[Data items]
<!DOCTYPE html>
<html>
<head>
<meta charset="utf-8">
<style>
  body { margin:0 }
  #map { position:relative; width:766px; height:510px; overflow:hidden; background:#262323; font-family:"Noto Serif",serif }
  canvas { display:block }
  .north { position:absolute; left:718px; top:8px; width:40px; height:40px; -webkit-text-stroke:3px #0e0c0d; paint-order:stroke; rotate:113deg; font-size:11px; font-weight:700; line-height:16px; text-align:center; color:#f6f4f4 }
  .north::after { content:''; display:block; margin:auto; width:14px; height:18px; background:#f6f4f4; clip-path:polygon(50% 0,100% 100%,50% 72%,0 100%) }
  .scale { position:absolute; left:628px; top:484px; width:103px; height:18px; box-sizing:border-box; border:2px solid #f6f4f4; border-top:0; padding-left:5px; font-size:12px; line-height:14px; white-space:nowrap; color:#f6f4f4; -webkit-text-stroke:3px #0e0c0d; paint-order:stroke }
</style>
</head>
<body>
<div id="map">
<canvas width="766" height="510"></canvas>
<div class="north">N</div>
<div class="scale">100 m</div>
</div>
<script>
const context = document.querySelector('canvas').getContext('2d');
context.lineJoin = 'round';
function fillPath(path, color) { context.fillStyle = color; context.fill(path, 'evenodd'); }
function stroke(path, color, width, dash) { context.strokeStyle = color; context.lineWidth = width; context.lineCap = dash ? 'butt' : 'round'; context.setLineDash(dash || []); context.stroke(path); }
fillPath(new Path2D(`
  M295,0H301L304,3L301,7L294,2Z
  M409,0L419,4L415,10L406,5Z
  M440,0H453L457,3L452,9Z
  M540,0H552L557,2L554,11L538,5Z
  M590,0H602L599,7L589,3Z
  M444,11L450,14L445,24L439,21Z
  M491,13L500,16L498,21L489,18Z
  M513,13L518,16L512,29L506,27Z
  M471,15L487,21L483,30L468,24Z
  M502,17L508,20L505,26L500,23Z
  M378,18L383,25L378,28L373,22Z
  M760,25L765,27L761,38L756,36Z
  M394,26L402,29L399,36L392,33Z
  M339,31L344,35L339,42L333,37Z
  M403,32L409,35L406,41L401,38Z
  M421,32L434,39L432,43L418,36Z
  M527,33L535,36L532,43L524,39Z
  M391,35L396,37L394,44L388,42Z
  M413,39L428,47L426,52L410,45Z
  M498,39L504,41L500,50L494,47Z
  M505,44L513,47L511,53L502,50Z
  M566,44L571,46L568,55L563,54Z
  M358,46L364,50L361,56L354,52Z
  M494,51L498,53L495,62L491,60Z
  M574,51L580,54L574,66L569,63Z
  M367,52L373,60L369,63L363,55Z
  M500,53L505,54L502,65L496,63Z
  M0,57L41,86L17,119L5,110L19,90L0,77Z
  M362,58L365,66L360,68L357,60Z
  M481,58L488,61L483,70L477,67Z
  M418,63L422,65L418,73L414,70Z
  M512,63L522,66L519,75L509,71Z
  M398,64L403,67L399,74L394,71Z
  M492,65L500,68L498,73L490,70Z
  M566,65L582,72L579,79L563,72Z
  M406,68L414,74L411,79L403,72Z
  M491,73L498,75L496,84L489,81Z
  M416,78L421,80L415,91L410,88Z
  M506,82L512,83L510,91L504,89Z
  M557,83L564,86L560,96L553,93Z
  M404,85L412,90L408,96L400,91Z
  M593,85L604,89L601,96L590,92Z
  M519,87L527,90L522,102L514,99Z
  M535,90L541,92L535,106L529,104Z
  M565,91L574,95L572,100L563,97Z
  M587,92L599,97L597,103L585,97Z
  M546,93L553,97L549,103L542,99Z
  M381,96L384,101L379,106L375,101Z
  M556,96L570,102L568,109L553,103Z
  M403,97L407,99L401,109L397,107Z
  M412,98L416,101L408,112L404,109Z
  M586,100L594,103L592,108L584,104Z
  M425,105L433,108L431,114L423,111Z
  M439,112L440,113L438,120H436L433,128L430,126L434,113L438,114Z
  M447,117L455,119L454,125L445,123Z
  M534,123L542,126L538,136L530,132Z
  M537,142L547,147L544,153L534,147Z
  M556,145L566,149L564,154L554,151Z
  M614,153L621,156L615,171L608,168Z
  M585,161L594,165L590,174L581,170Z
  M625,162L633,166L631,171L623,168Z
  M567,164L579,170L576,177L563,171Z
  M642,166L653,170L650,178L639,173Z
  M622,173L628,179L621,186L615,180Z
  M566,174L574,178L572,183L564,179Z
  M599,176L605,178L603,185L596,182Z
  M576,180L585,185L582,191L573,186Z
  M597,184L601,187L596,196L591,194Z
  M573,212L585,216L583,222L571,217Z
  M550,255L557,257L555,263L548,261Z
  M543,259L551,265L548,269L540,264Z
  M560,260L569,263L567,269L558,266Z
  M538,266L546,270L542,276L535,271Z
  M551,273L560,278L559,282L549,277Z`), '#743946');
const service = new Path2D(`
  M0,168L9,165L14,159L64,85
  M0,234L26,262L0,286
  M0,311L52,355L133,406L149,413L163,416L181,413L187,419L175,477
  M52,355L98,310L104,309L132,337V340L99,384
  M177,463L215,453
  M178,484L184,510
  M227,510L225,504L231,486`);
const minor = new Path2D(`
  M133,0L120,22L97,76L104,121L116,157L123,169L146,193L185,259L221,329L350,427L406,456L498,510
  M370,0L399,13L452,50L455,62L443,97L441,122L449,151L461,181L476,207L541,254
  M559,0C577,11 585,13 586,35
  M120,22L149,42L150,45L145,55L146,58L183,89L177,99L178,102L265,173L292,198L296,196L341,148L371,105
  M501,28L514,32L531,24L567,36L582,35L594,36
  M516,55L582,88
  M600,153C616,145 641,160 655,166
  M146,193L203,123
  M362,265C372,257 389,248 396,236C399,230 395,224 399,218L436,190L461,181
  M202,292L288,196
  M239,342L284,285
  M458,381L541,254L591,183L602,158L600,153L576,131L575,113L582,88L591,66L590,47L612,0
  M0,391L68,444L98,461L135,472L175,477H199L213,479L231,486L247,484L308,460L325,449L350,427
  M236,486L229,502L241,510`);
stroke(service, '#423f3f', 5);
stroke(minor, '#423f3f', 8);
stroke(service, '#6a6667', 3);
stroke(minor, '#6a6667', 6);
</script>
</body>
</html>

* * *

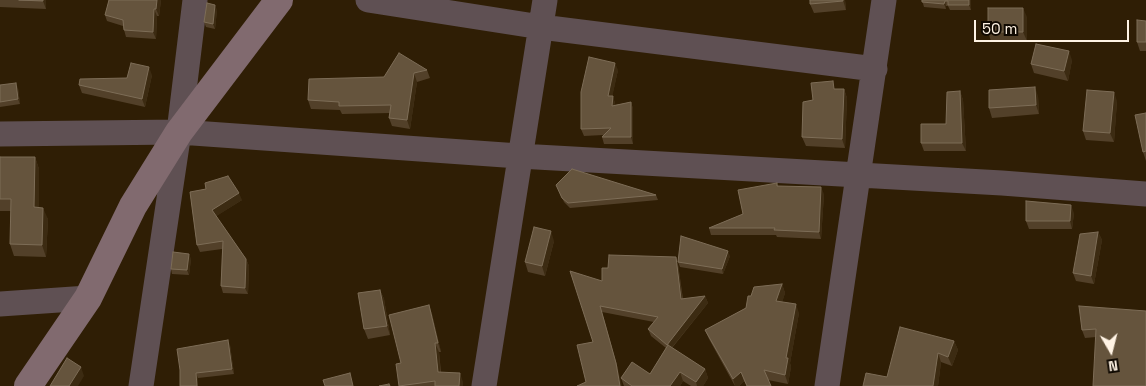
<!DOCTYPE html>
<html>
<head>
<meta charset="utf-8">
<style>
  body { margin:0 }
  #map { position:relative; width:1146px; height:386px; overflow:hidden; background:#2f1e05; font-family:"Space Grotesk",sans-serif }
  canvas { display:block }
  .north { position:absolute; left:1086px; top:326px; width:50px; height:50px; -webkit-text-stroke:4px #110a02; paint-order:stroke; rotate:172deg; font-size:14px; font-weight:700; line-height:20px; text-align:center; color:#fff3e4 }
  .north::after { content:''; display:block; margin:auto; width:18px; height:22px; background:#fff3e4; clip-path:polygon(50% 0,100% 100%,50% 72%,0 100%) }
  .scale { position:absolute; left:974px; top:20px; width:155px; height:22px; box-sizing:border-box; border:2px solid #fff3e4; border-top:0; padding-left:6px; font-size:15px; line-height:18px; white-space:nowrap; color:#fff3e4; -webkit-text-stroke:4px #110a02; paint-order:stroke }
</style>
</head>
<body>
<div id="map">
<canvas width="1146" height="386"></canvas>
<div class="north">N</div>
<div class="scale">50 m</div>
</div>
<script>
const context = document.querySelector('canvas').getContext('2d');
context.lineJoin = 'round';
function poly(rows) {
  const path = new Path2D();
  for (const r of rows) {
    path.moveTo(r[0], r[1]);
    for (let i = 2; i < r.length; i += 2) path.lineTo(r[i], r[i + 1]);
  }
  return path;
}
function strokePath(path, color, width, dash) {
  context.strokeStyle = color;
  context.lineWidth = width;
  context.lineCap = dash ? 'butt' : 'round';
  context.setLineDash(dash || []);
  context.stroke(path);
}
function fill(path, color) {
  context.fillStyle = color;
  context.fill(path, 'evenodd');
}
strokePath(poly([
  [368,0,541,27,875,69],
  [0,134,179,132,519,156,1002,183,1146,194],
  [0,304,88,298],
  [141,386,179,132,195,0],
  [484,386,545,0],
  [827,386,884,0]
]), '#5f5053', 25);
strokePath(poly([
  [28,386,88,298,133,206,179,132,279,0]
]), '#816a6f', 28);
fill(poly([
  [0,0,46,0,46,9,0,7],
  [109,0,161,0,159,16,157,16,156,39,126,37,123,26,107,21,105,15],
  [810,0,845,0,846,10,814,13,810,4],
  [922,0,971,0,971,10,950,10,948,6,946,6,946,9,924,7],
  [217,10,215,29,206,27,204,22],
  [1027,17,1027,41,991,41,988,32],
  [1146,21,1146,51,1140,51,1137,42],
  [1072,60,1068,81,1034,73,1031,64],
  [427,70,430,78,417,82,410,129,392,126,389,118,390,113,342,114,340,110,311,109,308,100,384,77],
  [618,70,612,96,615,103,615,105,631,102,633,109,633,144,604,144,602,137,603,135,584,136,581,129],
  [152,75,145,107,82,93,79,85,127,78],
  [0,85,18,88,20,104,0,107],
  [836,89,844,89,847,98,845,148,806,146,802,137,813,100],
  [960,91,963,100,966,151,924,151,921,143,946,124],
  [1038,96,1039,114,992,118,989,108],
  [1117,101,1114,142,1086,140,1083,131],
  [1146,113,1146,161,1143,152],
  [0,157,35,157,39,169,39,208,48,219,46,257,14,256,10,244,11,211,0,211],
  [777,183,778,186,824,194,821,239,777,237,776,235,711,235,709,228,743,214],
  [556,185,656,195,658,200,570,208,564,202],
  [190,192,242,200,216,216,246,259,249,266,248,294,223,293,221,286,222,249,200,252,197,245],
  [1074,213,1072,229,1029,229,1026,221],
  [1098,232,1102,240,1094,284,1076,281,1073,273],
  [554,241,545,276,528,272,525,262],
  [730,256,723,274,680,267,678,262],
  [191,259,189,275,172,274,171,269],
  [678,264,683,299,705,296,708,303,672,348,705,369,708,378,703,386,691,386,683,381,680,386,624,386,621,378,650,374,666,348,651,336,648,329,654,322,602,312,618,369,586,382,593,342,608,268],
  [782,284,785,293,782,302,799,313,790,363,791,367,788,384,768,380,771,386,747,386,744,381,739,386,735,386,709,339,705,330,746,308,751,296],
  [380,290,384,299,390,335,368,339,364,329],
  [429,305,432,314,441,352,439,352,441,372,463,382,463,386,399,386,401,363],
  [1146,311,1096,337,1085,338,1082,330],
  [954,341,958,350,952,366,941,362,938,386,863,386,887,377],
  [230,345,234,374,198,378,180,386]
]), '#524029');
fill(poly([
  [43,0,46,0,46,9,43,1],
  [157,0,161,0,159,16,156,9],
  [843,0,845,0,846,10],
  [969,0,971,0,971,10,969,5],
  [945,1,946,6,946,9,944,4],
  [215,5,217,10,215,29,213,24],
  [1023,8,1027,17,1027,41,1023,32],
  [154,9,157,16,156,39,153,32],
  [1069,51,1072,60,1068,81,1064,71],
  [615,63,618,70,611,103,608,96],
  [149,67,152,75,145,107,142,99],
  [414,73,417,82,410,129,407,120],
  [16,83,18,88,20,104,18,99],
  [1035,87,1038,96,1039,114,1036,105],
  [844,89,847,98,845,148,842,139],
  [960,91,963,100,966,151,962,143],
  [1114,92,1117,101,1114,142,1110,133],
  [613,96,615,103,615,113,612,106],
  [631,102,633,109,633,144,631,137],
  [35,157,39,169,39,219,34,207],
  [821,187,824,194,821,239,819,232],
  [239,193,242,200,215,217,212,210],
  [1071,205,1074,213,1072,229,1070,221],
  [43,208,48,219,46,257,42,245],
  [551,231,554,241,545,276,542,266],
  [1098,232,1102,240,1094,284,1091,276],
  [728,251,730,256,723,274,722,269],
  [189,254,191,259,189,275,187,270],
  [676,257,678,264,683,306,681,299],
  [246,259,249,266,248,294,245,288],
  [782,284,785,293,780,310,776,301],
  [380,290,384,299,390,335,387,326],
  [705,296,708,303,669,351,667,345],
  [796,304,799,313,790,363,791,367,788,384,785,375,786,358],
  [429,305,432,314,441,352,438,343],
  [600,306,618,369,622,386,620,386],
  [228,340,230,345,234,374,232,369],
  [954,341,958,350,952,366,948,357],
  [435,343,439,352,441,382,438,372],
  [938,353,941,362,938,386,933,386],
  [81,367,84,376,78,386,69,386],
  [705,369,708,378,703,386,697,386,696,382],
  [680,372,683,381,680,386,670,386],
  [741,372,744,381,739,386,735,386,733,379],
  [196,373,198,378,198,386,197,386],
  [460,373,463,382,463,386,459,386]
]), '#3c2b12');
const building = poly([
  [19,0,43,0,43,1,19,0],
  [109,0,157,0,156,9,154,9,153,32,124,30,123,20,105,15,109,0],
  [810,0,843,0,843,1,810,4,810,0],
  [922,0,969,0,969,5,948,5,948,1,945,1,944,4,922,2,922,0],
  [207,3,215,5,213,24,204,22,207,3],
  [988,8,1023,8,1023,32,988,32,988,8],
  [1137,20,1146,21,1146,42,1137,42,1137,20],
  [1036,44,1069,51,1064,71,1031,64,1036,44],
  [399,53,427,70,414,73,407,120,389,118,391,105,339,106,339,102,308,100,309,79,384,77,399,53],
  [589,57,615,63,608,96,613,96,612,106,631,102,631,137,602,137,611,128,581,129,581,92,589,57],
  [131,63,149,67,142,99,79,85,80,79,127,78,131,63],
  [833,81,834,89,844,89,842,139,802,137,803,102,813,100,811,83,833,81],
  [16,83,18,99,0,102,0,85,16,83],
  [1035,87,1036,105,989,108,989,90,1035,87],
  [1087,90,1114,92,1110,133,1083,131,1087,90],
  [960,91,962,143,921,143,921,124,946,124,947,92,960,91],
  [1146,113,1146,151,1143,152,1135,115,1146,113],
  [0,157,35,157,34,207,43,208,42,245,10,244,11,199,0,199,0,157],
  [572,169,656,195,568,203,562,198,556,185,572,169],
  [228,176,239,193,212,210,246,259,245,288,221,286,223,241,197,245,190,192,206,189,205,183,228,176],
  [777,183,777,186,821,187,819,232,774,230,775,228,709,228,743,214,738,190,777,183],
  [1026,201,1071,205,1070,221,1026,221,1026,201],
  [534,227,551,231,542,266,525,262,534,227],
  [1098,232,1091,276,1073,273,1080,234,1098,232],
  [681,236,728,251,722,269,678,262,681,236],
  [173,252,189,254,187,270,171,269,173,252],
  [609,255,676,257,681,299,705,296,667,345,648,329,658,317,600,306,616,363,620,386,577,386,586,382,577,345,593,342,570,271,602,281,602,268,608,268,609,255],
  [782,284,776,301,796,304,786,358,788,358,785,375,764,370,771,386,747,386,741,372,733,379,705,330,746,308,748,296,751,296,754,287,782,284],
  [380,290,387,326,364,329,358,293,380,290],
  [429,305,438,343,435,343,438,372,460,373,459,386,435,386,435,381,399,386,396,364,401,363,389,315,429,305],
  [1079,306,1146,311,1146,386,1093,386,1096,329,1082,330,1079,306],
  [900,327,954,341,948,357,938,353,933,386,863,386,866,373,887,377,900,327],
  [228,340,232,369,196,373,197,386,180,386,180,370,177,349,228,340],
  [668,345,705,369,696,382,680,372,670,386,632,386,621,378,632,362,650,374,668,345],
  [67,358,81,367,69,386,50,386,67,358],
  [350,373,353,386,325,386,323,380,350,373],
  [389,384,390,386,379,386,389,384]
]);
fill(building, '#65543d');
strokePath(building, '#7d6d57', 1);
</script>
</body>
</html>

...

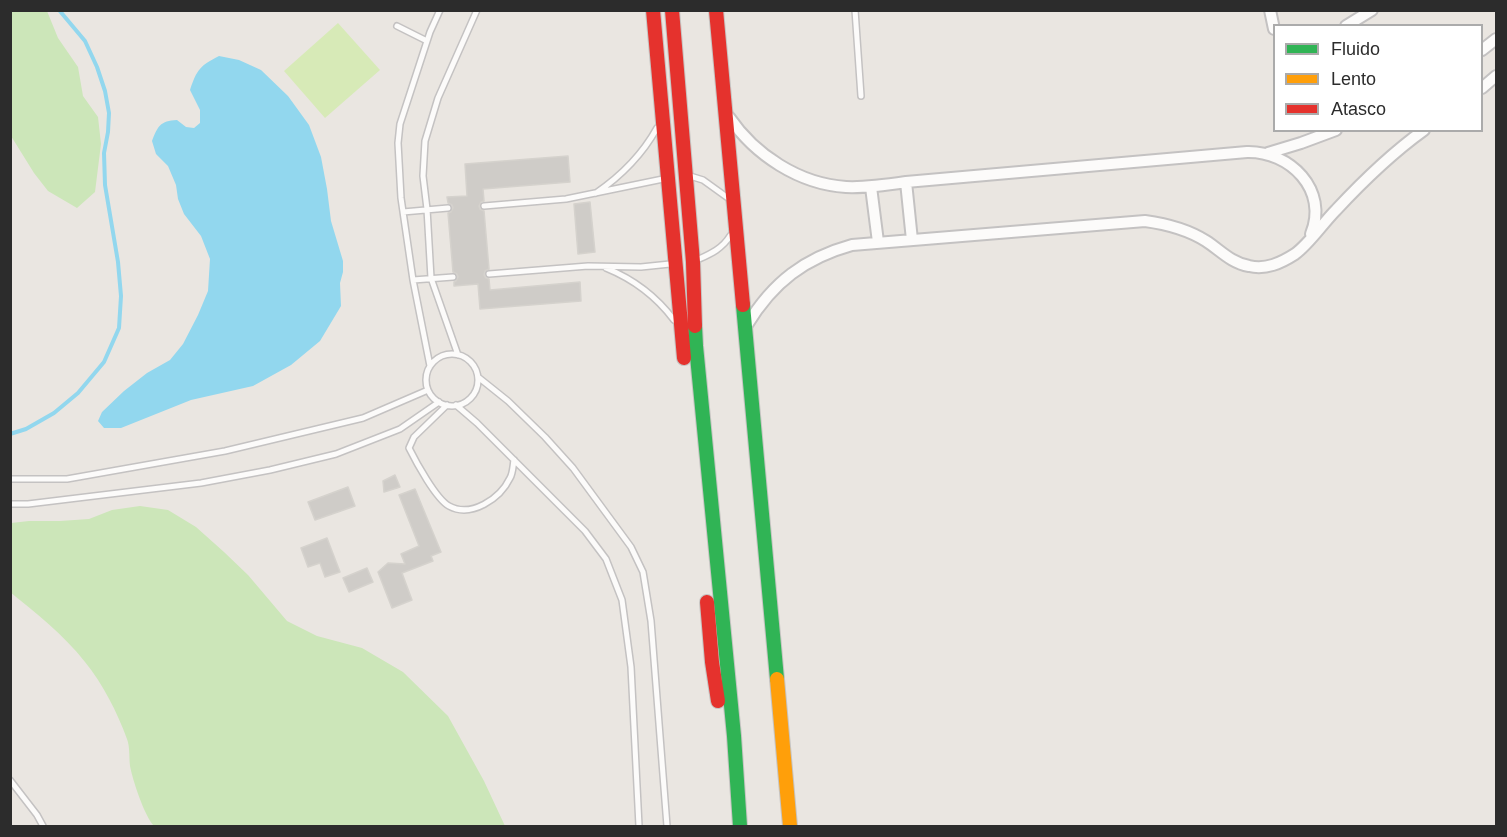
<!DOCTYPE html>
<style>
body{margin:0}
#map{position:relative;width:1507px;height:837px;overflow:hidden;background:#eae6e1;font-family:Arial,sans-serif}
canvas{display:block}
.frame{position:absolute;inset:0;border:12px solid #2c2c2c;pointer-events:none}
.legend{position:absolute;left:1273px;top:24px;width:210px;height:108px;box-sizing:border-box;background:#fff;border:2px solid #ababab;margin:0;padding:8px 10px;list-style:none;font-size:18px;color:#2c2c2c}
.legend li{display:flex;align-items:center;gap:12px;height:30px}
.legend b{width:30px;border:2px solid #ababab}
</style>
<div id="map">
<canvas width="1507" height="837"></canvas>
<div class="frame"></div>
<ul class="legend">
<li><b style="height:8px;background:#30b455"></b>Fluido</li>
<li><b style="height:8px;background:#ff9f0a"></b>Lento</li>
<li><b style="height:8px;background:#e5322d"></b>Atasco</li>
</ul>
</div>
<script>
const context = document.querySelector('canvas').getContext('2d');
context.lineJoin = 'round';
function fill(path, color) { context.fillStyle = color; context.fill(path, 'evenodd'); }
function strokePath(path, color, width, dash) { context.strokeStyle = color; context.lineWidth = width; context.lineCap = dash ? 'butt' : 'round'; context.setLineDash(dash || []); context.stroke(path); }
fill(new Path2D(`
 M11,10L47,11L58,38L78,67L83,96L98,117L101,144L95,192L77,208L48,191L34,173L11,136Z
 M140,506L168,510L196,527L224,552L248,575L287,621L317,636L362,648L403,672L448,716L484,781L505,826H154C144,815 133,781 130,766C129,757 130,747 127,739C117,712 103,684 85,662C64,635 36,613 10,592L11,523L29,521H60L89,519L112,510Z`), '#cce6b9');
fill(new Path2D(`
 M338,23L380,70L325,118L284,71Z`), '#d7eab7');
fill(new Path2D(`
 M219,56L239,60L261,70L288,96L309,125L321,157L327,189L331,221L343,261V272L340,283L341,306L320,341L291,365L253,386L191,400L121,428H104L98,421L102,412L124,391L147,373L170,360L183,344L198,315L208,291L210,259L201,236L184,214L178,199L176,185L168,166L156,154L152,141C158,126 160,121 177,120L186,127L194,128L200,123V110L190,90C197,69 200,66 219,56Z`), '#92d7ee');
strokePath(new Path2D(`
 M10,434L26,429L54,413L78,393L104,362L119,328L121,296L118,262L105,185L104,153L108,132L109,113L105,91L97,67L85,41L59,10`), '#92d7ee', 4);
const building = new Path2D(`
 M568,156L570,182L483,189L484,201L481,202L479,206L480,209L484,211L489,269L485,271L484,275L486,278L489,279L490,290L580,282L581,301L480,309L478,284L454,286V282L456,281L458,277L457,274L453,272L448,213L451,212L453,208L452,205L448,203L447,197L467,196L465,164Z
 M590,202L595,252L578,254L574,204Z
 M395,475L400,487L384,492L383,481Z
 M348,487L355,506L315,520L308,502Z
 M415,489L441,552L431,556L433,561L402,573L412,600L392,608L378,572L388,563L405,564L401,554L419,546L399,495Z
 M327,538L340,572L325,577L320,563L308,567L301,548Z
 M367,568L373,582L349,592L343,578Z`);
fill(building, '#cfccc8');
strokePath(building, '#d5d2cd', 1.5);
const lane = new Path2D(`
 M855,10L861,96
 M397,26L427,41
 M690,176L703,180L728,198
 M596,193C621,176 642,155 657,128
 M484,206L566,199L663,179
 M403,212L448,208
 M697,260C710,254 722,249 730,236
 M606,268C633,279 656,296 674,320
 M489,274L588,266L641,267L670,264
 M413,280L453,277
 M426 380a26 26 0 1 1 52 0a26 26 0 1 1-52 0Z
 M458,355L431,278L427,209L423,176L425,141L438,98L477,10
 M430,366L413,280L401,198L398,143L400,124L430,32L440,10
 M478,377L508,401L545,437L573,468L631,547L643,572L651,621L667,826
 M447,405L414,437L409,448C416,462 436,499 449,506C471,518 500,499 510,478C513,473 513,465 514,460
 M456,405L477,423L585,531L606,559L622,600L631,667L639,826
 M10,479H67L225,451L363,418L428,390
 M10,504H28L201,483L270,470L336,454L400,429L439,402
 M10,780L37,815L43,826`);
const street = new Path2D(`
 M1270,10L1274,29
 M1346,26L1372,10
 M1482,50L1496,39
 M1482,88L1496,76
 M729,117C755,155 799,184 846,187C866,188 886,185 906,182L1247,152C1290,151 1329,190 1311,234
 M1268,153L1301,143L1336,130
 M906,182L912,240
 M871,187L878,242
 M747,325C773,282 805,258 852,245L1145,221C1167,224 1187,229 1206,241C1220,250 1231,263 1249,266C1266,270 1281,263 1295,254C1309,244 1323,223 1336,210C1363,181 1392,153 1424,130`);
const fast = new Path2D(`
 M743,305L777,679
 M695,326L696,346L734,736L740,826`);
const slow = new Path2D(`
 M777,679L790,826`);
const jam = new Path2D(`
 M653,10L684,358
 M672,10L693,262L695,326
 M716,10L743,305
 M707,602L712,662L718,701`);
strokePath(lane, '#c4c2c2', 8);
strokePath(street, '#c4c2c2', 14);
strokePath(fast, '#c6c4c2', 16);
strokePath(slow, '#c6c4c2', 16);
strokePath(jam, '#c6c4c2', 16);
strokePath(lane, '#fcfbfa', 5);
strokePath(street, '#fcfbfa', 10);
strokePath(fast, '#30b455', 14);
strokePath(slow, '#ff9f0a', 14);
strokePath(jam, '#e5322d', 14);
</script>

> PROBLEM DESCRIPTION:
With the string "evenodd" as the key, filter the data above and show the lines that match.

> WRITTEN SOLUTION:
function fillPath(path, color) { context.fillStyle = color; context.fill(path, 'evenodd'); }
  context.fill(path, 'evenodd');
function fill(path, color) { context.fillStyle = color; context.fill(path, 'evenodd'); }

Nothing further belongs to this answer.